Set Up the <node>.<type>.routes File

If your configuration requires the addition of JNOS or linux routes which are dependent upon JNOS and the tun0 interface being up, you can add these routes here. The <node>.jnos.routes file contains local JNOS routes particular to your system. It must in JNOS command format. The <node>.linux.routes contains linux route commands and should only be used for routes that depend on the JNOS tun0 interface.

An example is when a JNOS system relies on services (mail, DNS, NTP, etc.) from a remote linux system. The JNOS system must be configured with a route to the remote linux system's IP address. The linux system must be configured with a route to the JNOS system via tun0.

Copy the sample.node.routes shell script to <node>.local where <node> is the name given to the node when createfiles was run.

cd /opt/jnos
sudo cp docs/sample.node.jnos.routes <node>.jnos.routes
sudo cp docs/sample.node.linux.routes <node>.linux.routes

Edit the <node>.routes shell script:

-- Uncomment existing lines if the apply to your particular system

-- Add additional lines as necessary


Set Up the access.rc File

These rules control access to JNOS interfaces and services.

Copy the sample file to the JNOS main directory.

cd /opt/jnos
sudo cp docs/sample.access.rc access.rc

Edit the file to substitute the proper IP addresses and to uncomment the lines that correspond to the interfaces configured in JNOS.


Set Up Log Maintenance

Copy the sample.logrotate.conf file in the JNOS docs directory to the logrotate configuration file directory:

sudo cp /opt/jnos/docs/sample.logrotate.conf /etc/logrotate.d/jnos

Make sure owner/group are root/root and permissions are 0644.  This will cause daily log rotation of the trace files.

Copy the sample.cron.daily.jnos file to the proper directory to clean out old JNOS logs:

sudo cp /opt/jnos/docs/sample.cron.daily.jnos /etc/cron.daily/jnos

Make sure owner/group are root/root and permissions are 0755.  This will cause daily log pruning of the JNOS logs.


Set Up the iptables firewall rules

You need to protect the radio net from unintended and illegal traffic from the LAN and you need to protect the LAN and your Linux host from traffic from the radio net. Two iptables scripts are provided. iptables.tun_config  assumes that anything originating from the Linux host or the LAN is safe.

iptables.inet_config does what iptables.tun_config does, plus it controls what is allowed to enter the Linux host from the LAN and what is allowed to be forwarded between the LAN and the radio net.

If your Ethernet interface is attached to a secure LAN, then:

cd /opt/jnos
cp docs/sample.iptables.tun_config iptables.tun_config
chmod 0744 iptables.tun_config

If your Ethernet interface is not attached to a secure LAN, then:

cd /opt/jnos
cp docs/sample.iptables.inet_config iptables.inet_config
chmod 0744 iptables.inet_config

If your system will be acting as an AMPRnet gateway, then

cd /opt/jnos
cp docs/sample.iptables.gw_config iptables.gw_config
chmod 0744 iptables.gw_config

Adjust to suite your specific needs.

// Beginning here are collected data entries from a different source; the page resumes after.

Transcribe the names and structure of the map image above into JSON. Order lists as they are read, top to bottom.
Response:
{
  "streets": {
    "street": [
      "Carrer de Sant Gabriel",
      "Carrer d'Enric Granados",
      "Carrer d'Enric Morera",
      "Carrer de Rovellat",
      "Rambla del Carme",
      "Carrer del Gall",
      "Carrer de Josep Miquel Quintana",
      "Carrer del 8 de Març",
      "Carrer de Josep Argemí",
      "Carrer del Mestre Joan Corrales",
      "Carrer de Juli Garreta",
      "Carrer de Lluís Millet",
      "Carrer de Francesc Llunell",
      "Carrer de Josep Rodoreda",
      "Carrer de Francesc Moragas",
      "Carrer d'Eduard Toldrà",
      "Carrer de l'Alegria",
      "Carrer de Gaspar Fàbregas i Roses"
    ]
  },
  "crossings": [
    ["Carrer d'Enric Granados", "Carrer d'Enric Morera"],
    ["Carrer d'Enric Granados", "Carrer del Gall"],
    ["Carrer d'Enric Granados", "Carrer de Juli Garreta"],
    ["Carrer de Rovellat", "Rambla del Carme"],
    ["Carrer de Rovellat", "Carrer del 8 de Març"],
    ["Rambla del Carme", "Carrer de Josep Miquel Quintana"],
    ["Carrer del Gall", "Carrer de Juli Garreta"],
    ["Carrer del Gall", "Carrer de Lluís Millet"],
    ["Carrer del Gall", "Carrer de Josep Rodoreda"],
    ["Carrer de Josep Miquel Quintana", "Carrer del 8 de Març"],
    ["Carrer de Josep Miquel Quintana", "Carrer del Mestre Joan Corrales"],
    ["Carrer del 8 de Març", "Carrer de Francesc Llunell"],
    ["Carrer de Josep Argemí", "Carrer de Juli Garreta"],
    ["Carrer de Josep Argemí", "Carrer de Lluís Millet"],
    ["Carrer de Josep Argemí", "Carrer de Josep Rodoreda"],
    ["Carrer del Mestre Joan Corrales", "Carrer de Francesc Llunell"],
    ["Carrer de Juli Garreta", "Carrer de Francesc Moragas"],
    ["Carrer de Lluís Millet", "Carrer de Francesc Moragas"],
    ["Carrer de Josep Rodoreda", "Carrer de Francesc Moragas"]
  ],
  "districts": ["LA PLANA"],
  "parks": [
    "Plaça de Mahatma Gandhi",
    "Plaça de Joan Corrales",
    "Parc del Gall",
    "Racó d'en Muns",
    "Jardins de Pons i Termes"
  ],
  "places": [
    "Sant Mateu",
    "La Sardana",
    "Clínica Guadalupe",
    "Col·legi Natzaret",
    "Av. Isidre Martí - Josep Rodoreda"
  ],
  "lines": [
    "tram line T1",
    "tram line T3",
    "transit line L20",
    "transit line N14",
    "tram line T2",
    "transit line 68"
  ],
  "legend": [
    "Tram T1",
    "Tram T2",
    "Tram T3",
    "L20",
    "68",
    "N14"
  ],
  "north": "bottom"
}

CAREFULLY test any changes!


Start-up JNOS for the first time

Startup JNOS from the JNOS directory:

cd /opt/jnos

sudo ./jnos.exe

Your terminal window should convert to the JNOS console.

Do NOT resize this window - you will cause JNOS to panic and restart.

Press F9 to check the log. Make sure you can see beacons for each

port that you have active. A proper beacon will be look similar to:

Wed Nov 3 19:39:05 2010 - p144 sent:

KISS: Port 0 Data

AX25: N6MEF-1->ID UI pidText

0000 Santa Clara County ARES/RACES - Cupertino - CF Ver 120

If you see extraneous TNC commands mixed in with the output, there was a problem communicating with the TNC. Try exiting and starting again.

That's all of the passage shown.